By his next release, Love and Theft, produced by himself and using his touring band (something he rarely did), he was “on top of his game” as one of the authors professes. Well, he does win a Grammy for it. This follows by a couple of film appearances (one he writes and directs) and soundtracks, another album (Modern Times), a Victoria Secret ad, and his autobiography, Chronicles Vol. 1 (which Christgau describes as, "It's just one more mirror in the hall of mirrors that has been his continued public life"). By the end of the DVD, we are hearing Dylan as a disc jockey on his Theme Time Radio Hour, a long way from his incomprehensible Grammys “Dogs of War” performance.

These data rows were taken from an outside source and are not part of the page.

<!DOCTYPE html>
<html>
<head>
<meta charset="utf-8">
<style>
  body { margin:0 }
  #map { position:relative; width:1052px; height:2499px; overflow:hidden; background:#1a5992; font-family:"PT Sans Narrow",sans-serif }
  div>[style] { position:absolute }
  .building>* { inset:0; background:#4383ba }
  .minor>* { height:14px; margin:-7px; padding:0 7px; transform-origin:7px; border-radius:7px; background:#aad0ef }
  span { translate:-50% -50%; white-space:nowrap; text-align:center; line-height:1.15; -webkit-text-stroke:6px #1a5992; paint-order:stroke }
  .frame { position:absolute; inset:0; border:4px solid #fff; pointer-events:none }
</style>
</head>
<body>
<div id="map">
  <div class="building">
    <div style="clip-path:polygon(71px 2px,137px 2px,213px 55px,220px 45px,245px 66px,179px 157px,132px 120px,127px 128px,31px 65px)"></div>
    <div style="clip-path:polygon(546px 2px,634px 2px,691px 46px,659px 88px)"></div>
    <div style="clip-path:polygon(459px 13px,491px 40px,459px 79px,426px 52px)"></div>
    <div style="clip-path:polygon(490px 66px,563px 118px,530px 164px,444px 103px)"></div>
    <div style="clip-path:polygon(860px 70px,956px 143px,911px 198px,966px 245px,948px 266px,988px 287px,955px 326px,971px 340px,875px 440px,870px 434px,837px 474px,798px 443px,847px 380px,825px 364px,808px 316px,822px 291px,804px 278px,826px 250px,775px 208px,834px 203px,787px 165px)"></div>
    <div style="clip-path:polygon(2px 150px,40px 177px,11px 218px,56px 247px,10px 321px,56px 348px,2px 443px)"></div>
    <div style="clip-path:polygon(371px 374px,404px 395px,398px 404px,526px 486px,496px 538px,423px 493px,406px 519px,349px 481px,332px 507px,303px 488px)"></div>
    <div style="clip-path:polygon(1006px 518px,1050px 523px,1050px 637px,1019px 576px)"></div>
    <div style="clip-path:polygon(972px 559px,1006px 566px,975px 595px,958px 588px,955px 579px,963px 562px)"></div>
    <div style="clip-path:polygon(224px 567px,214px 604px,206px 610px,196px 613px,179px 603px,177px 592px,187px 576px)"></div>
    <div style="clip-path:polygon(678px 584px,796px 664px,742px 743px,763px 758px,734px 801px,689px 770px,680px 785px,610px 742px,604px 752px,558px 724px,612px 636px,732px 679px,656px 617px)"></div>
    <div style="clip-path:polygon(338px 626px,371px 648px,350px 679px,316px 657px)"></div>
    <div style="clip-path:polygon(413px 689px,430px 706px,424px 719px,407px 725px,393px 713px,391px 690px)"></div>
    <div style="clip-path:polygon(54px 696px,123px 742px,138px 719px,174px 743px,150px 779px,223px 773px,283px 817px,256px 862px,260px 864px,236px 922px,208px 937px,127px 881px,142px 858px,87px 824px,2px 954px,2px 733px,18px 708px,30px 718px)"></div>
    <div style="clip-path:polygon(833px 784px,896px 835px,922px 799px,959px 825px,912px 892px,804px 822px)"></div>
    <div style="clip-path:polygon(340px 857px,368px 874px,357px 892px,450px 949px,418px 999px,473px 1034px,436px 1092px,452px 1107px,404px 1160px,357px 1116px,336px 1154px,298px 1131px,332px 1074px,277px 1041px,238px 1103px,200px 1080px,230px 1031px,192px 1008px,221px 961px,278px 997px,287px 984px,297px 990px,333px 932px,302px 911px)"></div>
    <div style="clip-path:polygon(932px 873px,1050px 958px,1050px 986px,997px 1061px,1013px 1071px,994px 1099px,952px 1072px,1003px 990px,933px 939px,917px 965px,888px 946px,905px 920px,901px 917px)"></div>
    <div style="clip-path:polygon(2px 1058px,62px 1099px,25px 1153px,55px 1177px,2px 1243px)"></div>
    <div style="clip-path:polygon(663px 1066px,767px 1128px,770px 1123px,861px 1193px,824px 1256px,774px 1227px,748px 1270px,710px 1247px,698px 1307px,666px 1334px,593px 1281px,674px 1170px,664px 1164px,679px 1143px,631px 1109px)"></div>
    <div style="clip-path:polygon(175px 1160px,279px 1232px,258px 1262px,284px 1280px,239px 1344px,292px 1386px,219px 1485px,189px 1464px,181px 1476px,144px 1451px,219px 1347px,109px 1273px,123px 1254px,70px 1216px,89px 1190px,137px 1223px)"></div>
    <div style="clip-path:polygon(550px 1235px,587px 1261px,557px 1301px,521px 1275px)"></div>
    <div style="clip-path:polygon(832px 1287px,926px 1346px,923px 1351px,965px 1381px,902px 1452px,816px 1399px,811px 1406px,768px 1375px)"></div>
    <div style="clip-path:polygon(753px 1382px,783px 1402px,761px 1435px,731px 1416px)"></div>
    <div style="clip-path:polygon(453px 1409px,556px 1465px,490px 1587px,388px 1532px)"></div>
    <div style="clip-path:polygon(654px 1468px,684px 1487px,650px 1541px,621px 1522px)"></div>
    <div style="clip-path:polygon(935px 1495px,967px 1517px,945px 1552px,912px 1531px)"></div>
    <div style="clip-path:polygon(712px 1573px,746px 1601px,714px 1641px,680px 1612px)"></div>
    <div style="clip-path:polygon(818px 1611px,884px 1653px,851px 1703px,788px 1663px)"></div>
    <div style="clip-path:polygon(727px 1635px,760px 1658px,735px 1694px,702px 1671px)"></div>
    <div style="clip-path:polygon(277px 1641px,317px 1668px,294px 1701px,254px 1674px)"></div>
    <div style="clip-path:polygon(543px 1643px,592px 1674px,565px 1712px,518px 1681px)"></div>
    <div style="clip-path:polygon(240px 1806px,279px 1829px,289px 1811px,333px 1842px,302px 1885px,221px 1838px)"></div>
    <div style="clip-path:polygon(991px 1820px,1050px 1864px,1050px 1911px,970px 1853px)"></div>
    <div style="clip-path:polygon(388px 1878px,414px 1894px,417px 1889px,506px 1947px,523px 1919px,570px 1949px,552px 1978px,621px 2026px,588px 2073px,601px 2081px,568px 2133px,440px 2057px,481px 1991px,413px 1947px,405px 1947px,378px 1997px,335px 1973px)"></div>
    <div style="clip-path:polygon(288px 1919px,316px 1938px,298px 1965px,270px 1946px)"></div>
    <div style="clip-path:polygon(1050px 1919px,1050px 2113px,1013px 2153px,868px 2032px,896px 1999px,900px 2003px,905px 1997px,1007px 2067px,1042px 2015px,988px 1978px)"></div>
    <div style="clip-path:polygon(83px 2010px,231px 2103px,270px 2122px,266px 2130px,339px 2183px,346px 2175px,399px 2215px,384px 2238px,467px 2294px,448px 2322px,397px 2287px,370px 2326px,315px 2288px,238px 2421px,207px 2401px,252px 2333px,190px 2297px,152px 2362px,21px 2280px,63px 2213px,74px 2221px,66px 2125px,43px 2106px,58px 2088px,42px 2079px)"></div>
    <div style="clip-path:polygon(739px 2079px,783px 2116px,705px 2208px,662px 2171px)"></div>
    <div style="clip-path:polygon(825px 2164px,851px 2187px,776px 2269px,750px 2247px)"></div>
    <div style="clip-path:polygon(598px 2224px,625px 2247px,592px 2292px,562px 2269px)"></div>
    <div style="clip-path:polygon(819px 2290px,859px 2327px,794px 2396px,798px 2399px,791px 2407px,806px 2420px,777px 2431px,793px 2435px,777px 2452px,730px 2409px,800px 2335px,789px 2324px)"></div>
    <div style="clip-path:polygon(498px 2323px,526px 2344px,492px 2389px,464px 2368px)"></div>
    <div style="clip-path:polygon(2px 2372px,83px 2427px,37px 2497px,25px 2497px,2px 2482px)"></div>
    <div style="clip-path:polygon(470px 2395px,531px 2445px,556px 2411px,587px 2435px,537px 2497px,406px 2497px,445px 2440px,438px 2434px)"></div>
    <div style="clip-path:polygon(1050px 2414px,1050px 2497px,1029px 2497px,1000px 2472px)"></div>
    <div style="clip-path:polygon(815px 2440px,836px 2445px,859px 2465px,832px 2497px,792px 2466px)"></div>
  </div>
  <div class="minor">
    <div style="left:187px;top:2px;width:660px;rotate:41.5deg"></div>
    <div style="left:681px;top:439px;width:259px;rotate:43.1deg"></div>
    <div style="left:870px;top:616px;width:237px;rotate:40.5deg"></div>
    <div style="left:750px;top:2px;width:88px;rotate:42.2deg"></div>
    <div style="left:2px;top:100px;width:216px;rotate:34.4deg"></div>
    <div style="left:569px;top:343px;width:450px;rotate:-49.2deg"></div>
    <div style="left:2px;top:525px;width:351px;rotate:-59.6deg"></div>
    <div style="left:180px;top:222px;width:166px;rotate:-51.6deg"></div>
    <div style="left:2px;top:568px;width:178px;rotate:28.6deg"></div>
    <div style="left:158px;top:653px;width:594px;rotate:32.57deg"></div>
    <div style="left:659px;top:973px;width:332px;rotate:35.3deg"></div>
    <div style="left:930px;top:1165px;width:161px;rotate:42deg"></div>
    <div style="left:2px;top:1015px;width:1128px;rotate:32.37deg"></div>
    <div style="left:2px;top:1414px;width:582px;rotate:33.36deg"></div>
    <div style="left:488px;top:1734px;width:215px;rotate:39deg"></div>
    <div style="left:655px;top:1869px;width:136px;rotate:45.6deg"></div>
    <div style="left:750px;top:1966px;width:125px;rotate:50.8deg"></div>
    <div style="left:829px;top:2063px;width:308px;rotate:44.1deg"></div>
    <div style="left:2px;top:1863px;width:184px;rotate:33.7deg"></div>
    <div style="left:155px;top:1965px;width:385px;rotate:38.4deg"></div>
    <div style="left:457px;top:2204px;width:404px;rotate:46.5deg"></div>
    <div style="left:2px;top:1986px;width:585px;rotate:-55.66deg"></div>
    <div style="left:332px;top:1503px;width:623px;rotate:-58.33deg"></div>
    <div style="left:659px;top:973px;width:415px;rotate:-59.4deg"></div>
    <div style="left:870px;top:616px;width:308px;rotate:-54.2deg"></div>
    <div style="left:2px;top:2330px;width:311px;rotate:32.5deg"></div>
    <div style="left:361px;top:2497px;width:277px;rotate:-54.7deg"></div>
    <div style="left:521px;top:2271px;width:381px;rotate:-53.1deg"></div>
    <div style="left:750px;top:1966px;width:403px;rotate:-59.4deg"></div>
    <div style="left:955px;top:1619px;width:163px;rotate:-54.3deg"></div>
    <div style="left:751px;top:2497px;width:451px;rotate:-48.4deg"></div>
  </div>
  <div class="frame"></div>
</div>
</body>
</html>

With the release of Martin Scorsese’s No Direction Home” Dylan has become “The Elder Statesman of Rock,” even though the film is about his career up until 1966. And as he approaches his ‘60s, and he is dressing like a swarthy cowboy with a pencil thin moustache, he is starting to facially resemble Leonard Nemoy.
Throughout the DVD there are numerous clips, photos, and performances by Dylan, alone making this worth seeking out. The research done by Angela Turner is spectacular, and even the opinonators (authors, et. al) get some good comments in along with the conjecture.
Marshall McLuhan once said that old technologies get replaced, and then come back as “art.” This DVD shows that this can be true of people, as well.